A controlled study is challenging every assumption the industry holds about AI coding productivity, and the results are uncomfortable.
Experienced developers — people with years of professional software engineering experience — completed code maintenance tasks 19% slower when using AI assistance compared to working without it. That alone would be noteworthy. But here’s the finding that should genuinely concern engineering leaders: even after being shown the objective timing data, most developers still believed the AI had made them faster.
The Study Design
The methodology was rigorous. Developers were given realistic maintenance tasks — bug fixes, refactoring, feature additions — on a real codebase they were already familiar with. This is critical: these weren’t toy problems or unfamiliar repositories. These were the kinds of tasks that make up the majority of actual software engineering work.
Participants were split into two groups. Half used their preferred AI coding tools (Copilot, Cursor, ChatGPT — whatever they normally use). Half worked without AI assistance.
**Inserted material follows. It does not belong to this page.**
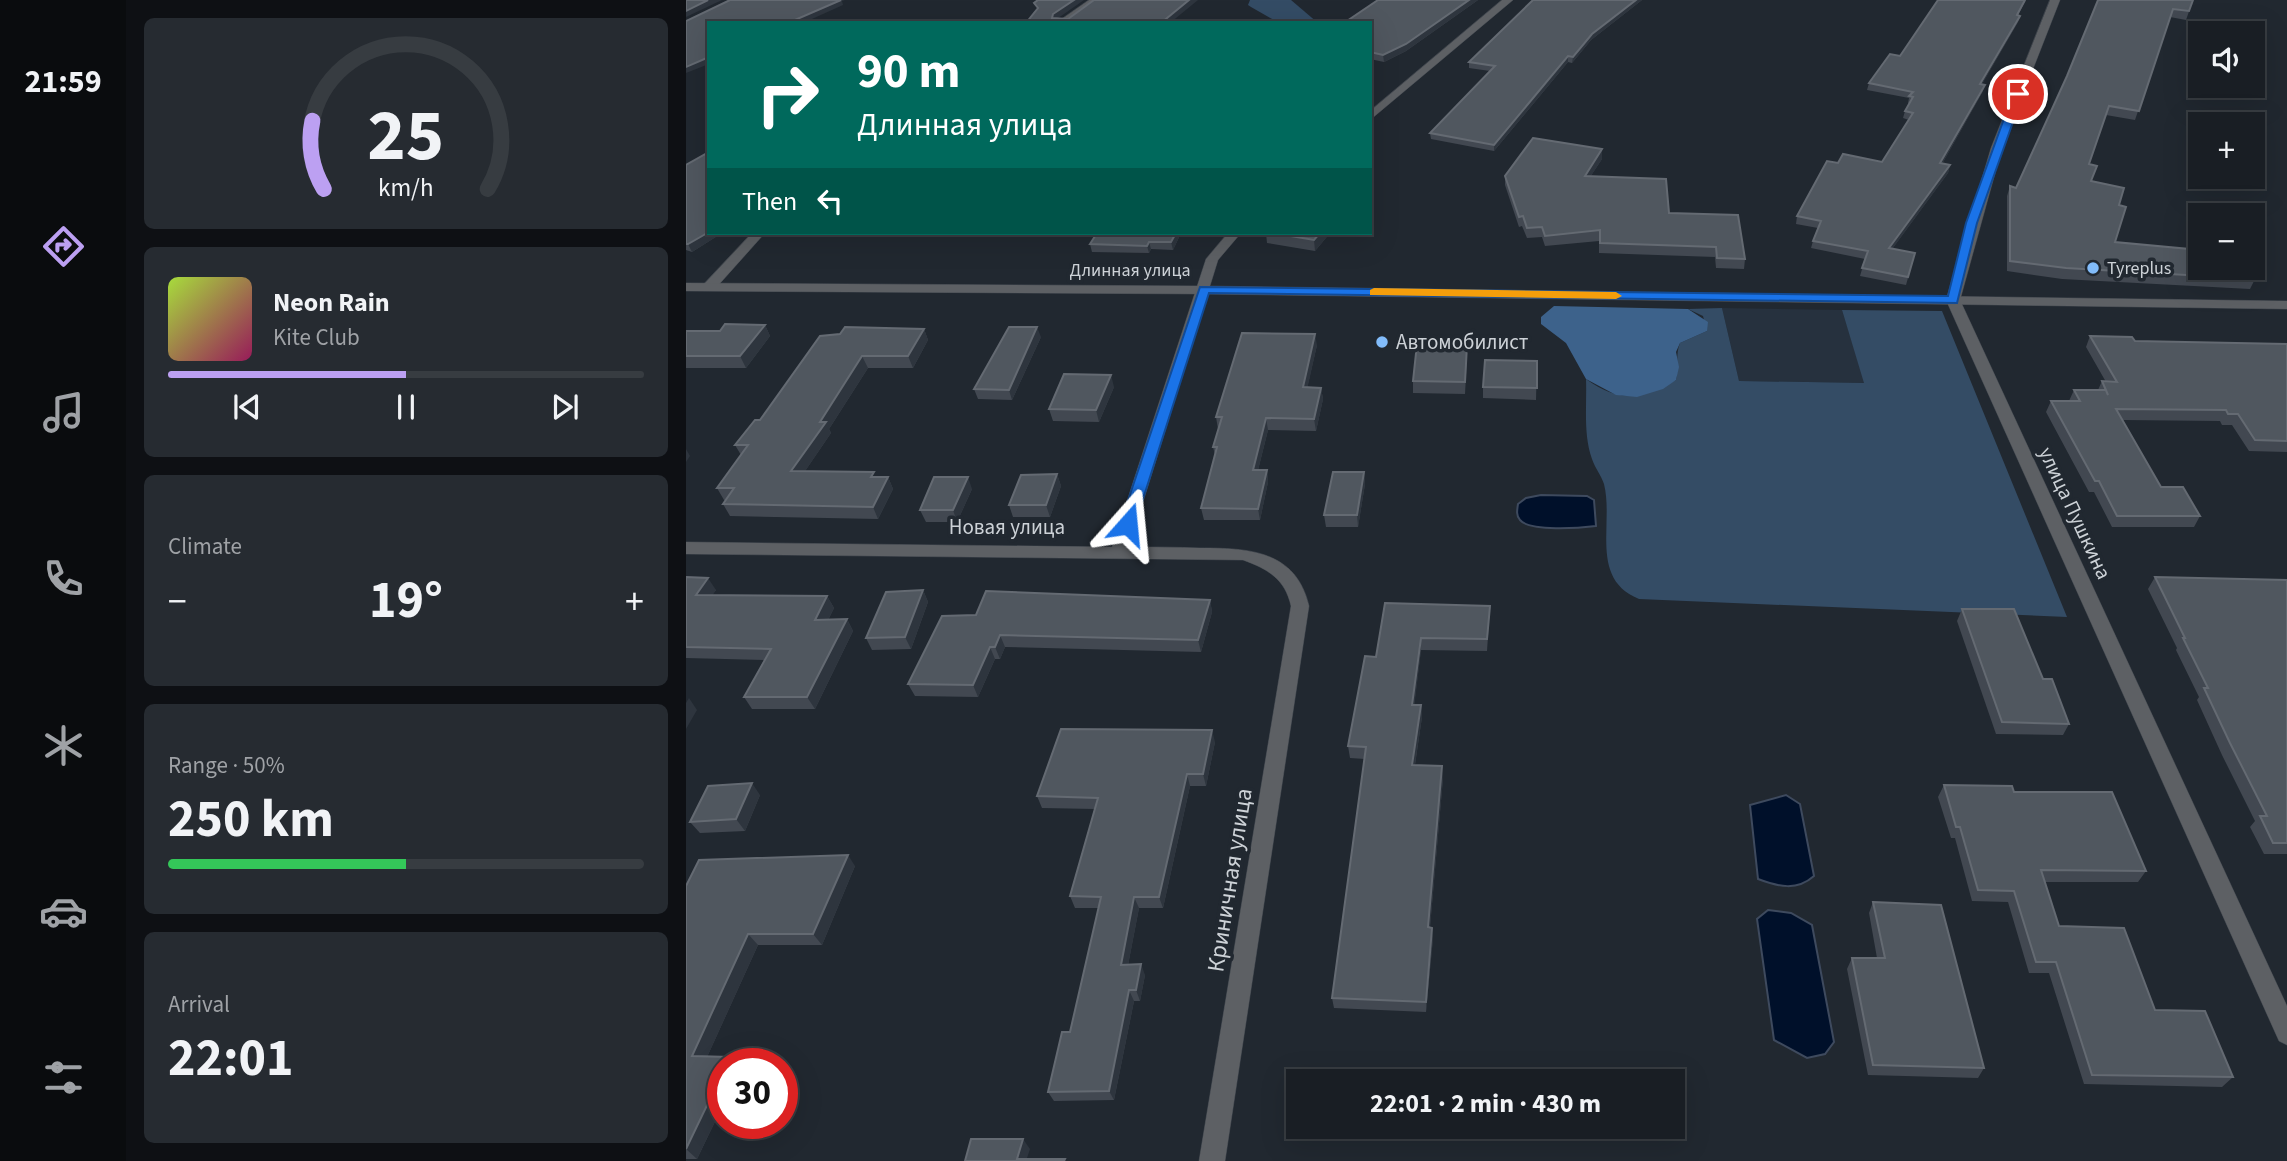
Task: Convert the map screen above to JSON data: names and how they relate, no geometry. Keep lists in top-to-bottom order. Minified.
{"streets":{"street":["Длинная улица","улица Пушкина","Новая улица","Криничная улица"]},"crossings":[["Длинная улица","улица Пушкина"],["Новая улица","Криничная улица"]],"places":["Tyreplus","Автомобилист"],"page":{"tabs":"21:59","map_buttons":["+","−"],"turn":["90 m","Длинная улица"],"then":"Then","song":["Neon Rain","Kite Club"],"tile":["Climate",["Range · 50%","250 km"],["Arrival","22:01"]],"heat":["−","19°","+"],"limit":"30","trip":"22:01 · 2 min · 430 m","gauge":["25","km/h"]}}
Tasks were timed objectively. The experiment controlled for task difficulty, developer experience level, and codebase familiarity.
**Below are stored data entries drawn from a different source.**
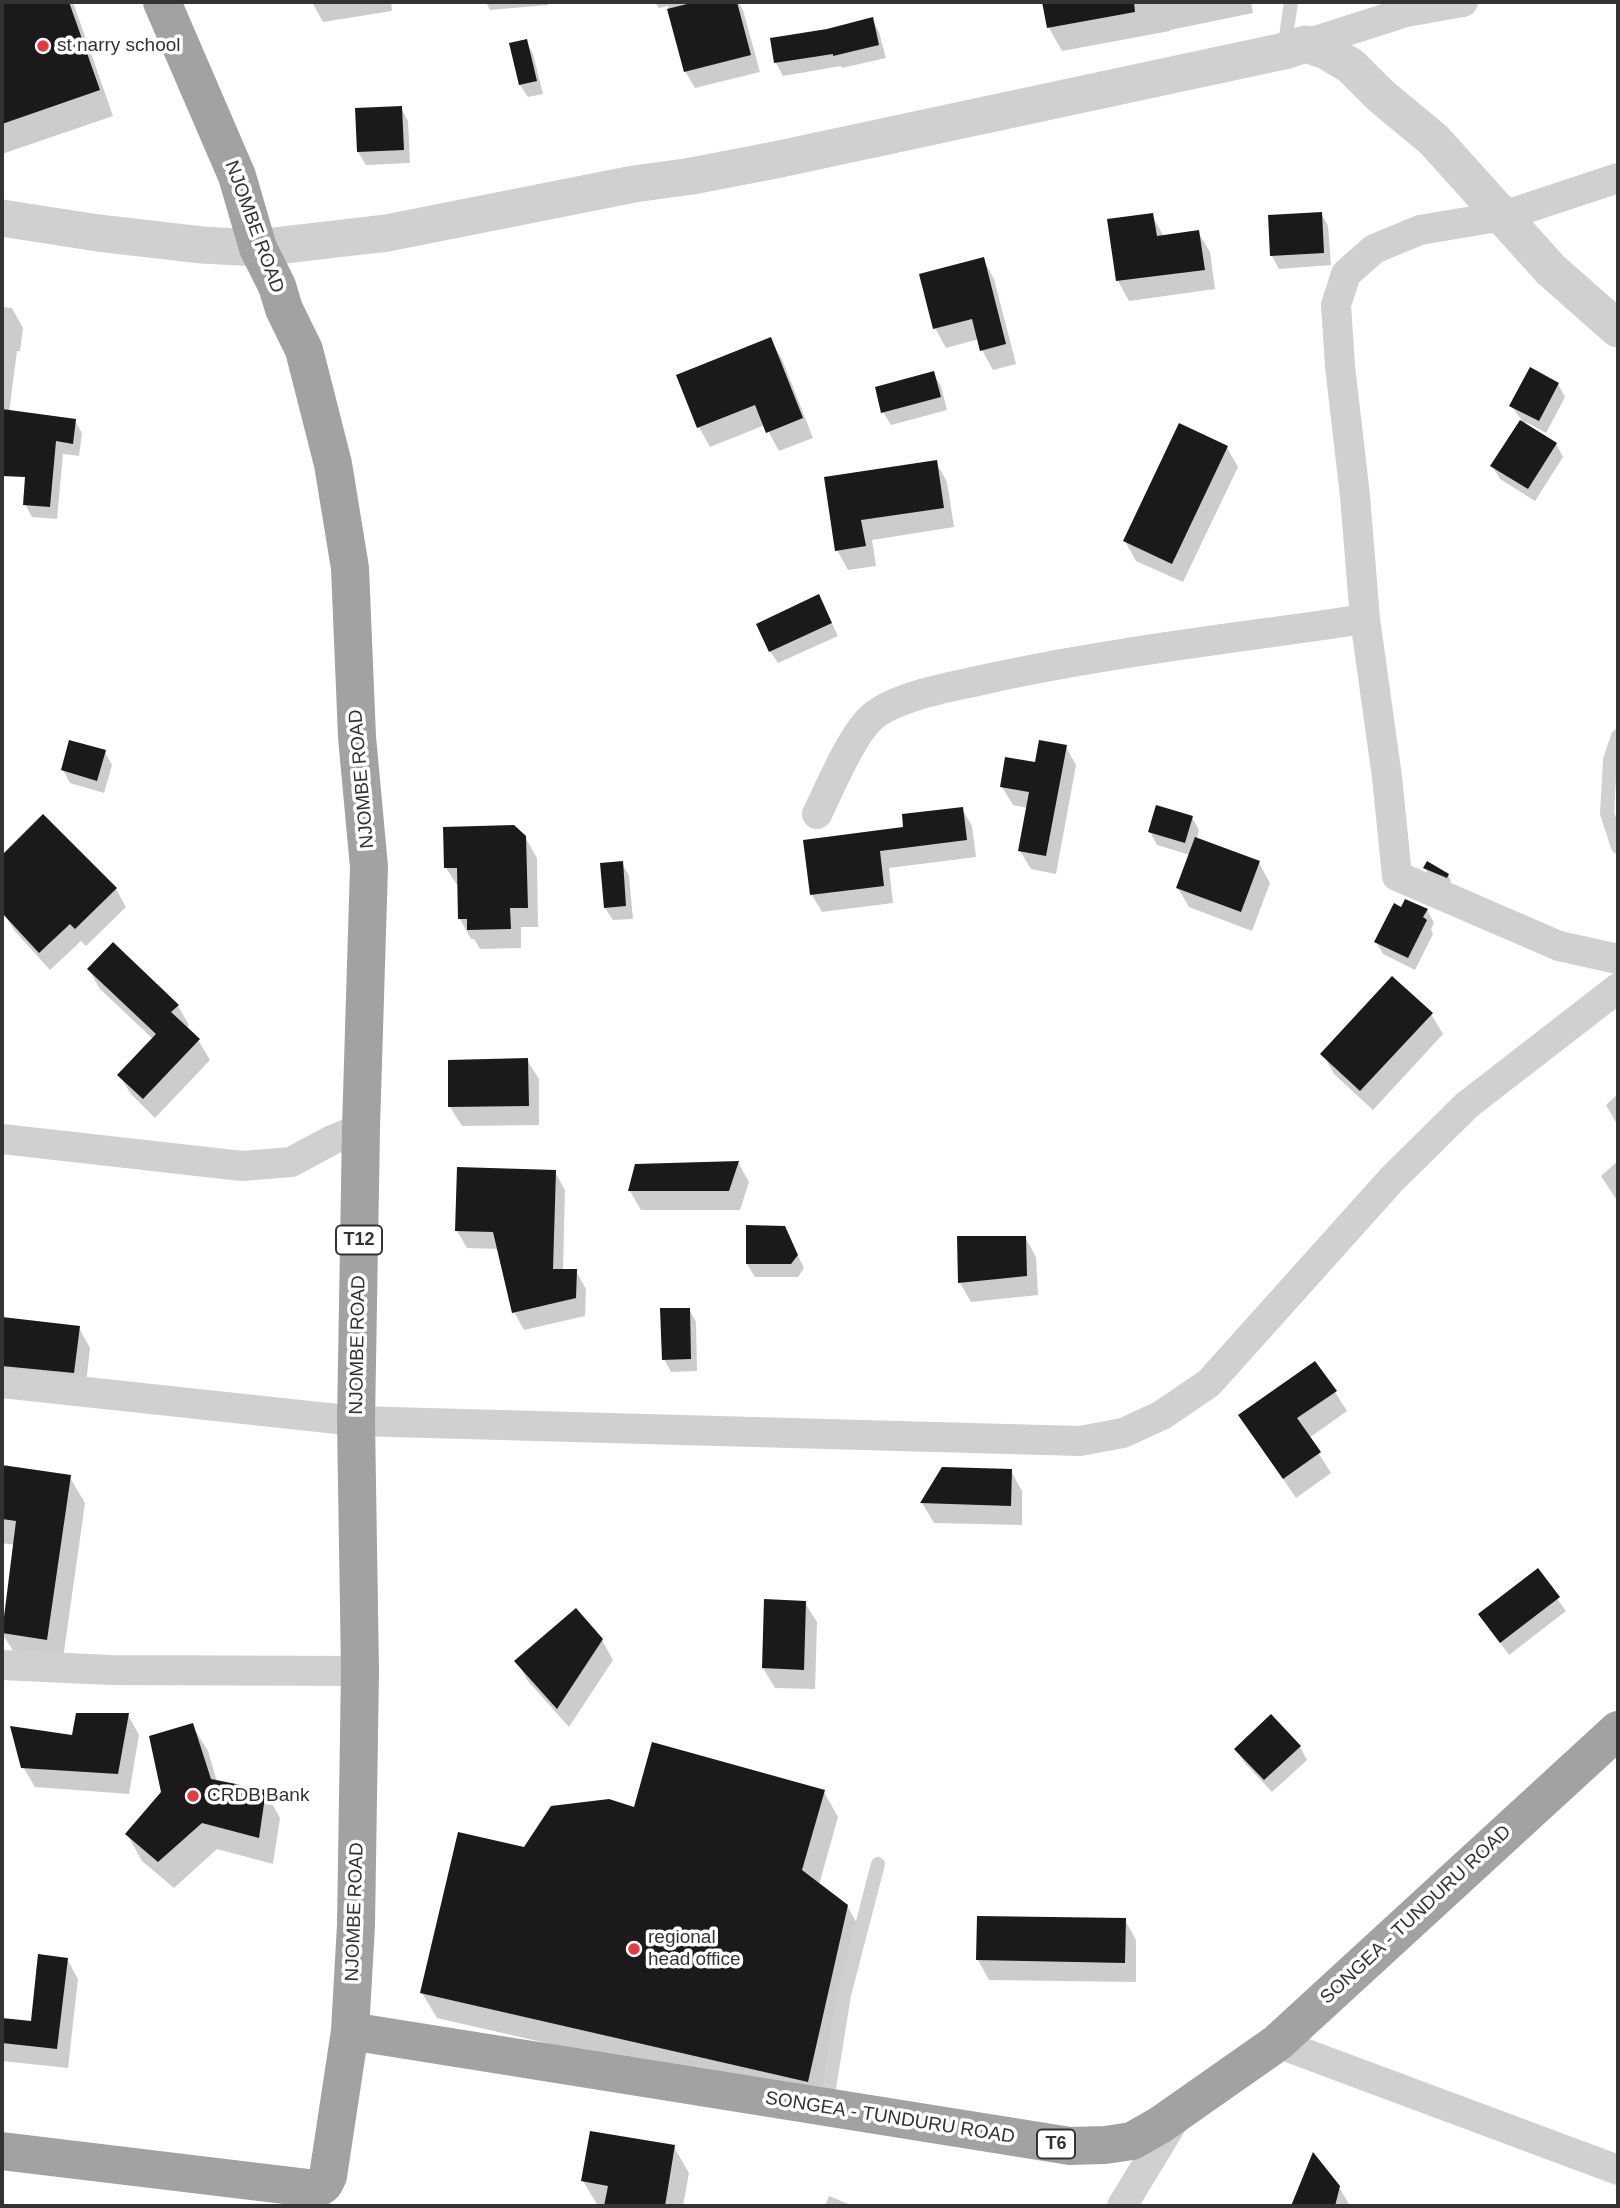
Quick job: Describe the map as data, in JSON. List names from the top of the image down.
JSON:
{
  "streets": {
    "highway": [
      "NJOMBE ROAD",
      "T12",
      "SONGEA - TUNDURU ROAD",
      "T6"
    ]
  },
  "crossings": [
    ["NJOMBE ROAD", "SONGEA - TUNDURU ROAD"]
  ],
  "places": ["st narry school", "CRDB Bank", "regional head office"]
}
The result: the AI-assisted group was consistently slower on maintenance tasks. Not marginally — 19% slower on average, with some tasks showing even larger gaps.
Importantly, this finding is specific to maintenance work on familiar codebases. For greenfield coding, boilerplate generation, or working in unfamiliar languages, AI tools do provide measurable speedups. But maintenance — fixing bugs, refactoring, extending existing features — is where most professional software engineering time is spent.
Why AI Slows Down Experienced Developers on Maintenance Tasks
Four mechanisms explain the slowdown:
1. Context Switching Overhead. Developers spend significant time formulating prompts, evaluating AI suggestions, and course-correcting when the AI misunderstands the codebase context. Each interaction with the AI tool is a context switch away from the mental model the developer has built of the code. For an experienced developer who already understands the codebase, these interruptions add friction rather than removing it.
2. Over-Reliance Replacing Systematic Debugging. Instead of reading the code, tracing execution paths, and systematically narrowing down the bug, developers paste error messages into AI and iterate on AI-suggested fixes. For experienced developers who have efficient debugging strategies, this “AI-first” approach is actually slower than their established methods. The AI doesn’t know the codebase’s history, design decisions, or invariants — the developer does.
3. Scope Creep from AI Suggestions. AI tools often suggest “improvements” beyond the scope of the current task. A developer fixing a bug gets an AI suggestion that also refactors the surrounding code, updates naming conventions, and adds error handling. These suggestions aren’t wrong — they might even be good ideas — but they pull developers into rabbit holes that extend task completion time without contributing to the original objective.
4. Verification Overhead. AI-generated changes require careful review because the AI doesn’t understand the codebase’s invariants, edge cases, and implicit contracts. An experienced developer reading and modifying code themselves has high confidence in their changes. When reviewing AI-generated changes, they need to verify every line against their mental model of the system, which can take longer than just writing the code themselves.
The Perception Gap: The Most Dangerous Finding
The 19% slowdown is concerning, but the perception gap is genuinely alarming. Developers feel faster with AI tools even when objective measurements show they’re slower. This isn’t delusion — there are real psychological reasons for it:
- AI tools reduce the feeling of being “stuck.” Even when iterating on wrong solutions, the developer feels productive because things are happening.
- The cognitive effort feels lower, which the brain interprets as efficiency.
- AI handles the tedious parts (boilerplate, syntax), creating a subjective experience of speed even when total task time increases.
CIO Magazine has called this “the AI productivity trap” — a situation where subjective productivity assessments diverge from objective measurements, leading organizations to make decisions based on how things feel rather than what the data shows.
Implications for Engineering Leadership
If developers feel faster but aren’t, teams will make systematically bad decisions:
- Tooling investment based on satisfaction surveys rather than output metrics
- Sprint velocity expectations inflated by perceived (not actual) productivity gains
- Process changes that optimize for developer feelings rather than delivery outcomes
- Hiring and capacity planning that assumes AI-augmented output levels that don’t materialize
You cannot rely on developer surveys to measure AI tool ROI. You need objective metrics: time to resolution, defect rates post-deployment, lines of code that survive to production versus churn, and actual sprint completion rates.
What I’m Doing About It
I’m running a 3-month internal study comparing teams with and without AI tools on matched projects. Matched on complexity, team experience, and codebase maturity. Measuring actual outcomes:
- Task completion time (objective, not self-reported)
- Defect escape rate (bugs that reach production)
- Code churn (percentage of AI-generated code that gets rewritten within 30 days)
- Sprint completion rate (stories completed vs. committed)
I’ll share results when we have them. But I’m already skeptical of the “10x developer” narrative that’s dominating conference stages.
Has anyone else measured AI tool impact with objective data rather than surveys? I’d love to compare methodologies and findings. The industry needs more rigorous measurement and less anecdote-driven hype.